Replace() -- Syntax Error

Posted on 2005-04-26
Last Modified: 2010-05-02
Why doesnt':
--Dim currname As String
--currname = ActiveDocument.FullName
--replace(currname," ","%20",1,-1,1)
work? (at least in Word 2003's implementation of VBA)? I get, "Compile Error. Expected =" I think I am faithfully following the syntax described in the Word/VB help file (see end of this posting), but obviously I am not if I get an error message. My goal is to create a string variable equal to the complete filename but with any spaces replaced with "%20" (minus the quotes).
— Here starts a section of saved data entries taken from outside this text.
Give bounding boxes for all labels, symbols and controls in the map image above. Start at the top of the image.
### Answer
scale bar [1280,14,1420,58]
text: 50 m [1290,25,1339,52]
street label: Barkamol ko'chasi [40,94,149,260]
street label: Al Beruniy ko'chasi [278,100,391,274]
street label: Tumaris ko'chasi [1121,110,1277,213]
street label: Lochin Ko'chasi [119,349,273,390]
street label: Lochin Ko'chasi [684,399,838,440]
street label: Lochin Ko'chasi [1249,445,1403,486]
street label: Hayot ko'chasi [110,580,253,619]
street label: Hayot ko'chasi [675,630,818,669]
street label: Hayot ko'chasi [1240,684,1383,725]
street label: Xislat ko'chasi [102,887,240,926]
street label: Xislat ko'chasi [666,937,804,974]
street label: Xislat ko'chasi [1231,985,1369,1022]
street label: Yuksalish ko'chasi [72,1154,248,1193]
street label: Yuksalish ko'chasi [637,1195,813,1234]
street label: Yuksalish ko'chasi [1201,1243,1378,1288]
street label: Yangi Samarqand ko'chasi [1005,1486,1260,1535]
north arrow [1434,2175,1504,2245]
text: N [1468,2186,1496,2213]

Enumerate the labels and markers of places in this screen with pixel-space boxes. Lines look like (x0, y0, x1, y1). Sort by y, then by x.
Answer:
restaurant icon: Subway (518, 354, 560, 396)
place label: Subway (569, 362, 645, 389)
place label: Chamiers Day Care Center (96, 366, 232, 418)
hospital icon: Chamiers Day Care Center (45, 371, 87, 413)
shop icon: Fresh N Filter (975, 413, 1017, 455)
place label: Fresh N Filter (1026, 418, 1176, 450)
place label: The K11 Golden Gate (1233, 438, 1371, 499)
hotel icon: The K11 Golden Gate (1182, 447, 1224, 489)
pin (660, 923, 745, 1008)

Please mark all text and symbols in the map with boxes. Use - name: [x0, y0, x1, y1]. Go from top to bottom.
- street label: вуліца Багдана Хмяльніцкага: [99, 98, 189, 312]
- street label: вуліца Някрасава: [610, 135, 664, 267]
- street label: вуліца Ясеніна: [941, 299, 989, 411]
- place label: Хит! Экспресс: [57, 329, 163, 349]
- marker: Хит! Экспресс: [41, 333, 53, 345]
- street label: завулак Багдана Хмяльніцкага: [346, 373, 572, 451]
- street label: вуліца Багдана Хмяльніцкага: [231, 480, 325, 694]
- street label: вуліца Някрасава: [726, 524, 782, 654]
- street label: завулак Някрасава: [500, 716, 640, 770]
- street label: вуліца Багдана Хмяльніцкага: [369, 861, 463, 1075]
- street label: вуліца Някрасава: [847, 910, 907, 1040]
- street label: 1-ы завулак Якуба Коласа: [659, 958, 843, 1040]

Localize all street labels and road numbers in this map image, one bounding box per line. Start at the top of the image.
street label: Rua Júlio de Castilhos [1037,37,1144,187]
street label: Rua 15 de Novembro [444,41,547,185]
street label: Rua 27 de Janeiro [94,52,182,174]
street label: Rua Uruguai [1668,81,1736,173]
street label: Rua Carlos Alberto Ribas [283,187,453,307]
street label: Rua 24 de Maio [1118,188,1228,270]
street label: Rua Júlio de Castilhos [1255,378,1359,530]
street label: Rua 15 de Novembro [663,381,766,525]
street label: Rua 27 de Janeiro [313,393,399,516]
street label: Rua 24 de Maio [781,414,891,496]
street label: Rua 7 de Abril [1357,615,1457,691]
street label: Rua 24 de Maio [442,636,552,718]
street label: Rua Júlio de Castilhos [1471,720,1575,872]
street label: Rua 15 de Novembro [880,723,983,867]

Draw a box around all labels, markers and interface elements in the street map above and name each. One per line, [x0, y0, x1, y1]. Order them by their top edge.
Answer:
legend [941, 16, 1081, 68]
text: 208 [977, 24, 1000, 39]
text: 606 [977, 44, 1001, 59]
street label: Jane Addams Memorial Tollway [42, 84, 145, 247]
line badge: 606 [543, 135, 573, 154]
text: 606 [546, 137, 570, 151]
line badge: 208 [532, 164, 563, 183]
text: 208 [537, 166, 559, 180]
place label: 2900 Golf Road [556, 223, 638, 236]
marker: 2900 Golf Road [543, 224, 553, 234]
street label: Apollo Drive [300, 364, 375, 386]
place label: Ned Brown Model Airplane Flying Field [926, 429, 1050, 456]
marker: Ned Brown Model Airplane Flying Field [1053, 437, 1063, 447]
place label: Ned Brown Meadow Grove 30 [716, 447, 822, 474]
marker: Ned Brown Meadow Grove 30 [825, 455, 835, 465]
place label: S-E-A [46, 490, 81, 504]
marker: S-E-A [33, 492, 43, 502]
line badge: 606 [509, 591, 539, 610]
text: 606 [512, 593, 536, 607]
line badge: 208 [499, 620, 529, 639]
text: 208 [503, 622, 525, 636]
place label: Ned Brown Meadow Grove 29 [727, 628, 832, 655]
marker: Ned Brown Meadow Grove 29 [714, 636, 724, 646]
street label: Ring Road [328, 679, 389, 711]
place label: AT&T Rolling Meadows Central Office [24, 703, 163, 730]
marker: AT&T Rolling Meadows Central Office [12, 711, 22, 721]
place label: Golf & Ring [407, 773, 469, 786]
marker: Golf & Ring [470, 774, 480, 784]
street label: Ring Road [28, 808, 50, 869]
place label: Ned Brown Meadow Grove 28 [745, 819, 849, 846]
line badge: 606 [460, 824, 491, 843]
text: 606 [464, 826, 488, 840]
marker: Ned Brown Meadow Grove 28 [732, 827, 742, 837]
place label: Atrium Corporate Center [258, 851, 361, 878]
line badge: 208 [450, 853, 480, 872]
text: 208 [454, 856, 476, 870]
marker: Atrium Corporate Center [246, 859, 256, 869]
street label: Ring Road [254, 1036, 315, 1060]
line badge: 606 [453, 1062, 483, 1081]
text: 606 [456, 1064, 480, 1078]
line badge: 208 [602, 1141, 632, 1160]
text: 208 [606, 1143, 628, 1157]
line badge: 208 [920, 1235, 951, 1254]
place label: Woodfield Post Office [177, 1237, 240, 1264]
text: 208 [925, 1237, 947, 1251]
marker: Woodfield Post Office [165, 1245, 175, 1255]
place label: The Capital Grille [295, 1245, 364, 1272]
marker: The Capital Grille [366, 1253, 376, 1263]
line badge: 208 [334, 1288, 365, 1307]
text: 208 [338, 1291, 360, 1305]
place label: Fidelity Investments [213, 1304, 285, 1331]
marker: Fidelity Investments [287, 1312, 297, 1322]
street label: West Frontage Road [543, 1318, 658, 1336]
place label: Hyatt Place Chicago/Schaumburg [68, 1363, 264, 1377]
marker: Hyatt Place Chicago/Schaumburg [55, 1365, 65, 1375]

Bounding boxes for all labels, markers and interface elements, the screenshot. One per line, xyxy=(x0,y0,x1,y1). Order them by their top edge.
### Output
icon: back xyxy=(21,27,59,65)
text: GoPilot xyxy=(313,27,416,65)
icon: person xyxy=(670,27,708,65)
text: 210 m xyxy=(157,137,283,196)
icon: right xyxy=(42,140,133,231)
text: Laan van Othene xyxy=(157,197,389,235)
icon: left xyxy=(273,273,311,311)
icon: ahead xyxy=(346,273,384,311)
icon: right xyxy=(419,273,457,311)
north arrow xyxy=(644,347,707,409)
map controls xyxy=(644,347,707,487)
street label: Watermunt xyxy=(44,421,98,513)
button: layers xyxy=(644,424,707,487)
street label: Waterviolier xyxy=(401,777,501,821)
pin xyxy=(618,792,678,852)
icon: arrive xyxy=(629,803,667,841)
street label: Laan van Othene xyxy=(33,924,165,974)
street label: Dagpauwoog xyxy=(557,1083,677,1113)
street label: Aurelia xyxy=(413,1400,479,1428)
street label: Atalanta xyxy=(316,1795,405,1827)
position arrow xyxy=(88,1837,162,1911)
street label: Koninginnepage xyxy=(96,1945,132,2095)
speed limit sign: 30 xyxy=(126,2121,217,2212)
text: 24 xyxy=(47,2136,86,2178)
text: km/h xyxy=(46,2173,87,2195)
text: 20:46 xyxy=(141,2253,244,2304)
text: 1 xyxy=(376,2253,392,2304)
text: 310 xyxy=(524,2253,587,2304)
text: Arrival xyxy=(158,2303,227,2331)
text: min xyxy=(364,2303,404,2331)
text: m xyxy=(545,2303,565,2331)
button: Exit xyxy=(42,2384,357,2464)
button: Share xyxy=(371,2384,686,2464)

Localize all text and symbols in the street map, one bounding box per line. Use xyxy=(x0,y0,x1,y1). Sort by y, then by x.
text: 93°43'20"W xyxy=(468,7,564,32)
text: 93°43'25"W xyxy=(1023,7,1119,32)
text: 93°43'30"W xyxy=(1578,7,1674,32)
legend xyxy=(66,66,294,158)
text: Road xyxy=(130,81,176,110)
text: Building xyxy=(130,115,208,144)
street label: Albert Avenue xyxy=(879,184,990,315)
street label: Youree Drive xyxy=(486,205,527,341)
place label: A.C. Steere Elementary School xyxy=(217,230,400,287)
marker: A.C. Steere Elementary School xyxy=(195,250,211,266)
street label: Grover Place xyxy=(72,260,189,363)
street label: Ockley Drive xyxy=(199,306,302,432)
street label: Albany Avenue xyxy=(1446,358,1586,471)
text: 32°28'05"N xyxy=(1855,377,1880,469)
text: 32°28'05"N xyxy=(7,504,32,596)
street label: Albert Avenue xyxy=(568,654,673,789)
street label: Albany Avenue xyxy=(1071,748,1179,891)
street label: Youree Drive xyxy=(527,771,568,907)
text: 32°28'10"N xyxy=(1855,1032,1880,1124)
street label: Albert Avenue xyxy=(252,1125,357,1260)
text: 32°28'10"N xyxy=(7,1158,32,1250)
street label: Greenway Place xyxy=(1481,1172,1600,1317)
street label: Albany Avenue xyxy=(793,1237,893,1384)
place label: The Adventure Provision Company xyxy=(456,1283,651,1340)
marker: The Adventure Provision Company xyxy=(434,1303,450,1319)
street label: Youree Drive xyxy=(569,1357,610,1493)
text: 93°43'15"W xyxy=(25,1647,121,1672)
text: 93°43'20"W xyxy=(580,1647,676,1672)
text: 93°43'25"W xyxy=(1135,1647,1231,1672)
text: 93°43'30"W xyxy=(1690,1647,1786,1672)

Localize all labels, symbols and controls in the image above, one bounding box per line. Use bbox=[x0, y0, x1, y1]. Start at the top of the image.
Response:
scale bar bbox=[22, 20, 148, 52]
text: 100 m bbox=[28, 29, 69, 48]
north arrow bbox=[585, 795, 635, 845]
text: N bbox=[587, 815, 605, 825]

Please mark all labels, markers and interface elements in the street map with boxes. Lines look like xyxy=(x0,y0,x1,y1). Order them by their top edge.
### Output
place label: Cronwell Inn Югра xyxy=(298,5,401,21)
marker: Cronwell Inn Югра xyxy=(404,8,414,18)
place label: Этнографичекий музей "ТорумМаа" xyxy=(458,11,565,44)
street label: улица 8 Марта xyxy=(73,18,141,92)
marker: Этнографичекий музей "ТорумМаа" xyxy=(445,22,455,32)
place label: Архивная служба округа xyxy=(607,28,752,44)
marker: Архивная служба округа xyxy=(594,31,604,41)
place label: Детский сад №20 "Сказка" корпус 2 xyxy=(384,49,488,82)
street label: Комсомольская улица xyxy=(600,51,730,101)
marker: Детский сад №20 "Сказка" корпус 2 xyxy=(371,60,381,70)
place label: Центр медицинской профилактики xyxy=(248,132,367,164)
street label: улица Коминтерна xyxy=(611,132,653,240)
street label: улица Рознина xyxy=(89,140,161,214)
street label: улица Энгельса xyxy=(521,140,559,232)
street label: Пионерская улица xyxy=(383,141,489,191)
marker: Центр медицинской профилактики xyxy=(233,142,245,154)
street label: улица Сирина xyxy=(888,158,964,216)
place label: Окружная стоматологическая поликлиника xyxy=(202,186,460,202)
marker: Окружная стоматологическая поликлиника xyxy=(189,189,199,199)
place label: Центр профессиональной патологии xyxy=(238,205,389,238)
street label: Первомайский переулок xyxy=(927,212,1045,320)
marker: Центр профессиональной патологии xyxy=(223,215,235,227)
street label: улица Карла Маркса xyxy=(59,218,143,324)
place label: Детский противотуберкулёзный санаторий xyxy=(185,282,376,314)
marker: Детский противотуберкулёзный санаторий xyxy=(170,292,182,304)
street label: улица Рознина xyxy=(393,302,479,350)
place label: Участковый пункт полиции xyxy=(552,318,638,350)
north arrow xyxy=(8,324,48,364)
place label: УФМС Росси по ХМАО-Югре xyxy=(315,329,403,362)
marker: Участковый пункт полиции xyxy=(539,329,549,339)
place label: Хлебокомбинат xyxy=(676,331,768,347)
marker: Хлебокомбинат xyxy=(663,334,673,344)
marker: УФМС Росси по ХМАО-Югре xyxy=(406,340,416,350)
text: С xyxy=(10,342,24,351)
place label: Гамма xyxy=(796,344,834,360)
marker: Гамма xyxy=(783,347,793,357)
The result will be a click-able hyperlink when pasted into an email.


Replace Function
  Description -- Returns a string in which a specified substring has been replaced with another substring a specified number of times.
  Syntax -- Replace(expression, find, replace[, start[, count[, compare]]])
   -- expression = String expression containing substring to replace.
   -- find = Substring being searched for.
   -- replace = Replacement substring.
   -- start (Optional) =  Position within expression where substring search is to begin. If omitted, 1 is assumed.
   -- count (Optional) =  Number of substring substitutions to perform. If omitted, the default value is –1, which means make all possible substitutions.
   -- compare (Optional) =  Numeric value indicating the kind of comparison to use when evaluating substrings where:
    == vbUseCompareOption –1 Performs a comparison using the setting of the Option Compare statement.
    == vbBinaryCompare 0 Performs a binary comparison.
    == vbTextCompare 1 Performs a textual comparison.
    == vbDatabaseCompare 2 Microsoft Access only. Performs a comparison based on information in your database.

Question by:GrayStrickland
    LVL 15

    Accepted Solution


    I think it is just that you need to return the replace to something like this

    Dim currname As String
    currname = ActiveDocument.FullName
    currname = replace(currname," ","%20",1,-1,1)

    the replace function returns the new string back to the currname variable



    LVL 35

    Assisted Solution

    by:[ fanpages ]
    This works for me...

    ? Replace(ActiveDocument.FullName, " ", "%20")

    What do you see that is unexpected?


    LVL 15

    Expert Comment

    As well you can also just use:

    Dim currname As String
    currname = replace(ActiveDocument.FullName," ","%20",1,-1,1)

    Saves a line of code which never hurts :)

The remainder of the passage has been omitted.